Stateline Country Club

38°57′32″N 119°56′28″W / 38.959°N 119.941°W / 38.959; -119.941

Carl F. Tychsen's Stateline Market and Carl's Place club are shown to the right of the Stateline Country Club around 1935.

The Stateline Country Club, just inside the state border in what is now Stateline, Nevada, started as a small cafe. Inside, visitors enjoying the early 1930s at Lake Tahoe could find a soda fountain bar and a few tables to enjoy a meal. There was a small room in the rear where a poker game started-up most nights, and next door there was provision for vacationers at Carl F. Tychsen's Stateline Market with a pair of gas pumps nearby.

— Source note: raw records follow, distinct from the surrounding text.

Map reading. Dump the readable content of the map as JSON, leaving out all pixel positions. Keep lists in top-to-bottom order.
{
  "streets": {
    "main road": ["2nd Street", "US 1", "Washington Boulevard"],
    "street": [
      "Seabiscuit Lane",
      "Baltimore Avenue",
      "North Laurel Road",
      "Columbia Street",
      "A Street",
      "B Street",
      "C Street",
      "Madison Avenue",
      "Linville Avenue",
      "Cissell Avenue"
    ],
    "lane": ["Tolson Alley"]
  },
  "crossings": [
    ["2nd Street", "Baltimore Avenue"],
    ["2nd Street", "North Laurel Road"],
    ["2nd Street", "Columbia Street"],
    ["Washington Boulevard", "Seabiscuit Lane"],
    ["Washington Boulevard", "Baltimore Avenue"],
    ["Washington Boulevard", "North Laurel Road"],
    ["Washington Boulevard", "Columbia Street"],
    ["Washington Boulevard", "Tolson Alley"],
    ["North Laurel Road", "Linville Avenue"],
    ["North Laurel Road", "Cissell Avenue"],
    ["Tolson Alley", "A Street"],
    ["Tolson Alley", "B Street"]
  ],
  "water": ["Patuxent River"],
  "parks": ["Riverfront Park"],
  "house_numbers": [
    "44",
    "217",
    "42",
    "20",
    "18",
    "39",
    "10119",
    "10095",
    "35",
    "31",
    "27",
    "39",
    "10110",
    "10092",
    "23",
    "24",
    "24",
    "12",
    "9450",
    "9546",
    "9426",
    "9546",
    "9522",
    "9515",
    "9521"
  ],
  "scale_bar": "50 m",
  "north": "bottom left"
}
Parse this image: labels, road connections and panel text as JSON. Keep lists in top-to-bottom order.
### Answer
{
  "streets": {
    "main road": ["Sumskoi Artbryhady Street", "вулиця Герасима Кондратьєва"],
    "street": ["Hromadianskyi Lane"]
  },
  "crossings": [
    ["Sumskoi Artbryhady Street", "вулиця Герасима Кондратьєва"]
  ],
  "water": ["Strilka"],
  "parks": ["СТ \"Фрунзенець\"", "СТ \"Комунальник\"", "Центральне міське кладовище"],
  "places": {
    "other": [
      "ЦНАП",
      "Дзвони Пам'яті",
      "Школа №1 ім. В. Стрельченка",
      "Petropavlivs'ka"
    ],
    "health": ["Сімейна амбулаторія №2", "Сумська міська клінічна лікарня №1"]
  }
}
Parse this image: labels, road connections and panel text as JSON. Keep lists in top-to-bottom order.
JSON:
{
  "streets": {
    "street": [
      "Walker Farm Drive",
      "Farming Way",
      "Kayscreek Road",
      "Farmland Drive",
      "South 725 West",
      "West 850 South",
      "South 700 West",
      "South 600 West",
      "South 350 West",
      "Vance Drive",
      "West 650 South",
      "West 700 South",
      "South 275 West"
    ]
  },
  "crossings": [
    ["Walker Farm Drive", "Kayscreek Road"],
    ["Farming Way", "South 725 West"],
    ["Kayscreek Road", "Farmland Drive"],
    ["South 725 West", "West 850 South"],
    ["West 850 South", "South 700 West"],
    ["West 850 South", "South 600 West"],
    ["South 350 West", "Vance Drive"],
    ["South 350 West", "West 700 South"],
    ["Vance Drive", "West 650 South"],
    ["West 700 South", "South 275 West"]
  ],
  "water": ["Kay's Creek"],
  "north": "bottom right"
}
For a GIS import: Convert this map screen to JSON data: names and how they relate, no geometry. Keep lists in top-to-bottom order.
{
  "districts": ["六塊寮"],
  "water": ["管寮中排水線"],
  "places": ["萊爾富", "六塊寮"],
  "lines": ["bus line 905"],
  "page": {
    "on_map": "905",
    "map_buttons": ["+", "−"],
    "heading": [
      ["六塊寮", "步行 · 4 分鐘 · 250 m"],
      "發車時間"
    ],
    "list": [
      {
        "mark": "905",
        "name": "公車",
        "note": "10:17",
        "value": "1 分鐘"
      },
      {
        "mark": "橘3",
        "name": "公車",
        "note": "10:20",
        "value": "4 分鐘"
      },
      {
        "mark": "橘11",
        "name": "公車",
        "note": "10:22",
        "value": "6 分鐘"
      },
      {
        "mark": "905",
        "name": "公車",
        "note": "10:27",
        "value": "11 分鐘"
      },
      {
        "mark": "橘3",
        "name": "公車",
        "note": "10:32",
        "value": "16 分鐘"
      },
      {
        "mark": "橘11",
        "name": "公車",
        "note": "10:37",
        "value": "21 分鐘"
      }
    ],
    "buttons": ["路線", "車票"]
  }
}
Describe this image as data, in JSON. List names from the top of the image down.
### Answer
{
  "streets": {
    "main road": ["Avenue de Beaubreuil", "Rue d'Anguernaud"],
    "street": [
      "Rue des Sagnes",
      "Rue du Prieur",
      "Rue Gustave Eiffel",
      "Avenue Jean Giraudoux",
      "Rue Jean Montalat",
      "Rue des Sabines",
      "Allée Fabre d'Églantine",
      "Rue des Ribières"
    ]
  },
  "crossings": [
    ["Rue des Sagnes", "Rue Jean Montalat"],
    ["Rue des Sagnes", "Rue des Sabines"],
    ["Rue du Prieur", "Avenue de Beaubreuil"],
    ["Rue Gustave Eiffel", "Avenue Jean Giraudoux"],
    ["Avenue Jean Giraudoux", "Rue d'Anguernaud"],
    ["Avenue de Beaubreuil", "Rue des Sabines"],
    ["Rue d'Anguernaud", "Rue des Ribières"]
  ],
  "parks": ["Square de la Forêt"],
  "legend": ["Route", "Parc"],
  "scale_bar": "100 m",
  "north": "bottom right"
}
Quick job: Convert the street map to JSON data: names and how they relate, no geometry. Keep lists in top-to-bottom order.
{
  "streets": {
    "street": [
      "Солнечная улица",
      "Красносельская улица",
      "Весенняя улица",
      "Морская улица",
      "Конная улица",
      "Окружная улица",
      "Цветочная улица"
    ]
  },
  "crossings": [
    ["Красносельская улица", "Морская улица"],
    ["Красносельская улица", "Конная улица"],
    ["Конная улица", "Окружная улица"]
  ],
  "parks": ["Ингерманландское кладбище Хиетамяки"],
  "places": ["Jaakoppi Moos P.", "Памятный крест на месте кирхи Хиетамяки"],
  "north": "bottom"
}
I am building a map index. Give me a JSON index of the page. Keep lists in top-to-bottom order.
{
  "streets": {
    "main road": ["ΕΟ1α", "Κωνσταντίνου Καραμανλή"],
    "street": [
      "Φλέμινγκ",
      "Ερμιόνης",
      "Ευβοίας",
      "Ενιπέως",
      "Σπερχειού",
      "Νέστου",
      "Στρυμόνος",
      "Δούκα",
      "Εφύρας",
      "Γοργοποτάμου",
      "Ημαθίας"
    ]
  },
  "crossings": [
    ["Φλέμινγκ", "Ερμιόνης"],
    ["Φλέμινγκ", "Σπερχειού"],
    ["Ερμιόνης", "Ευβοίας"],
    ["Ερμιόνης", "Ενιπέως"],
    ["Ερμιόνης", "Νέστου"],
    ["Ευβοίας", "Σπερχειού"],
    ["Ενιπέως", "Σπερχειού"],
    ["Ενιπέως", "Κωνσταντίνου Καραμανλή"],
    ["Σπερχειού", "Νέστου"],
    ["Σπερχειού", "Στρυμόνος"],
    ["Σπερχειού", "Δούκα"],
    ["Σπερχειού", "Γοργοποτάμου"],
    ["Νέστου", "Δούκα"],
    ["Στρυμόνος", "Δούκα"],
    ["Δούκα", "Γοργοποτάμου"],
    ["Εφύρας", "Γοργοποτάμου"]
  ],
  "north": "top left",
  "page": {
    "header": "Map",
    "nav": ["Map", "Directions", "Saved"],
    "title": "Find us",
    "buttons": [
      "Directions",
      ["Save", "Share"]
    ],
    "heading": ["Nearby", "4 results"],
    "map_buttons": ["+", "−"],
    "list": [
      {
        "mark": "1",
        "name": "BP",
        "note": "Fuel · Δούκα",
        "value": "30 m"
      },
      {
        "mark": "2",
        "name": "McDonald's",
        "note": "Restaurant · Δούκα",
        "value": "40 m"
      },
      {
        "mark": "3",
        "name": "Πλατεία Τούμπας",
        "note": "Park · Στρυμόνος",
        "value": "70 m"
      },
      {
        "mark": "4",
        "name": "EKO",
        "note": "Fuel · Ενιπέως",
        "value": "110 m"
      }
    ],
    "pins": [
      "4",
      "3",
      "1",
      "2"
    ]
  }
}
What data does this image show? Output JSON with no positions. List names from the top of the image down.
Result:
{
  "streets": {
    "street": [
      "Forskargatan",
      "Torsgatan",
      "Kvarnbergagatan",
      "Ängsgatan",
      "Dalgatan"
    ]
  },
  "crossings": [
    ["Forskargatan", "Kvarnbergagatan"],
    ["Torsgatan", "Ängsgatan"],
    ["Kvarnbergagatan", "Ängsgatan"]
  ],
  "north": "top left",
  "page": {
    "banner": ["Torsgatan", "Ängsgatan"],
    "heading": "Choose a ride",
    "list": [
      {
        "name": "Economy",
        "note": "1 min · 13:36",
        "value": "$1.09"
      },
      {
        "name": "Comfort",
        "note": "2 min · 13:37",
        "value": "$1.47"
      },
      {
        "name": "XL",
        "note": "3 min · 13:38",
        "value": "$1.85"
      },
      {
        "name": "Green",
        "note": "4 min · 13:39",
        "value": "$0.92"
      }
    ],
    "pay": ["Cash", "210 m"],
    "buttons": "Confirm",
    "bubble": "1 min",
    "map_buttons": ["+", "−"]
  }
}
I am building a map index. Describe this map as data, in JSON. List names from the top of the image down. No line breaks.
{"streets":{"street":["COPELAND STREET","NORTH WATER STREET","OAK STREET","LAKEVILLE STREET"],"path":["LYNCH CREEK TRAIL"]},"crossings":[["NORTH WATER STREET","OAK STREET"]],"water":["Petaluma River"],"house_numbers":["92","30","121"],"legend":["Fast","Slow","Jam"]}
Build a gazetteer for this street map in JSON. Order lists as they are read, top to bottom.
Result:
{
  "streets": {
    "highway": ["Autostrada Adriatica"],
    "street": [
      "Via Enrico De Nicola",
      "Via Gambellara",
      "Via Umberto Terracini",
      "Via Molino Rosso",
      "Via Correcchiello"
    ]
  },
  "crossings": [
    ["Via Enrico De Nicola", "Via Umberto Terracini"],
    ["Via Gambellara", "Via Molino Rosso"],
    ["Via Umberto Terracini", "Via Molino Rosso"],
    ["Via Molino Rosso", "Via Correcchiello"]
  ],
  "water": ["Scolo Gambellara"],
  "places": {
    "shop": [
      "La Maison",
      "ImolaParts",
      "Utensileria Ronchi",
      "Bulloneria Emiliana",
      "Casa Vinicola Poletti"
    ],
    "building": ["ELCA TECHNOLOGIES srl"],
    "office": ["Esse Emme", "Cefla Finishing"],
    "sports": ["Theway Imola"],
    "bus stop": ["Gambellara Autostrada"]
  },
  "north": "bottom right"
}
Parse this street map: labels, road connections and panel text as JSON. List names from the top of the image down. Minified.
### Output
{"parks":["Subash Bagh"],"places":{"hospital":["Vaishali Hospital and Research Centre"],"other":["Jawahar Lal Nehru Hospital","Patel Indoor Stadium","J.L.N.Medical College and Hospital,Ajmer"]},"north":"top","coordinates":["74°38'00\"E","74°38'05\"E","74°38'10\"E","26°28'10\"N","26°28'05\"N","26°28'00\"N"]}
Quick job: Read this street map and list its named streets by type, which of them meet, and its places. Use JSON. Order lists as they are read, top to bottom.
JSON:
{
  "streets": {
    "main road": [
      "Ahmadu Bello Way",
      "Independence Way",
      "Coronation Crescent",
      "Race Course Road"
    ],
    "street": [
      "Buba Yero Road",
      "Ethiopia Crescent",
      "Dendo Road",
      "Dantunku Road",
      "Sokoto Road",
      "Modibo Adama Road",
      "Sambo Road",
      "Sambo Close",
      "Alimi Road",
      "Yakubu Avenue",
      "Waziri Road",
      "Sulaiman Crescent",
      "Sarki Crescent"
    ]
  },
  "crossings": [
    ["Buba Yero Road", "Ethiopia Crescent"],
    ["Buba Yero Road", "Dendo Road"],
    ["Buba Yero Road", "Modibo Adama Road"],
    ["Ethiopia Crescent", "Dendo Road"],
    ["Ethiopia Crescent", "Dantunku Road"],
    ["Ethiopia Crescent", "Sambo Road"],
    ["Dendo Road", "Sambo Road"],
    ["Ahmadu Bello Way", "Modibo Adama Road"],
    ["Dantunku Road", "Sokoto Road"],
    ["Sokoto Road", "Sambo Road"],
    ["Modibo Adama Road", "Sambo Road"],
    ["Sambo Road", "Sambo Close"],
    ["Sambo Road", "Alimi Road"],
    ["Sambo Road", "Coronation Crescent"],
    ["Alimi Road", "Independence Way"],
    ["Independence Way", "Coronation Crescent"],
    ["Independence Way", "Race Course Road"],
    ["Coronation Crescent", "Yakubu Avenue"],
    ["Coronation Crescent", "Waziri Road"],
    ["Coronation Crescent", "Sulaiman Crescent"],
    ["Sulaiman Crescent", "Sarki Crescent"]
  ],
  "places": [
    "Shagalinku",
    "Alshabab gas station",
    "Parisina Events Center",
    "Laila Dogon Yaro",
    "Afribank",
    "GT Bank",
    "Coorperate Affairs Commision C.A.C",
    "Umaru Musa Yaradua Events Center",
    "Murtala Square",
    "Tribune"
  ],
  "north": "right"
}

To the rear of the Stateline Market, east of Clyde Beecher's Nevada Club 100 feet from the actual state line between California and Nevada, Carl's Place Bar & Club[1] attracted an older crowd of visitors. (Carl's Place would become The Main Entrance Club in 1938, owned by Charles Silver and George "Frenchy" Perry,[2] with a long canopy extending from the club down the alley to U.S. Highway 50[3] between the Stateline Market and the Nevada Club.)

  1. ^ "Gaming featured at Carl's Place". Nevada State Journal. July 14, 1935.
  2. ^ "Summer season open at Main Entrance". Nevada State Journal. July 2, 1938.
  3. ^ "Reno After Dark". Nevada State Journal. July 15, 1938.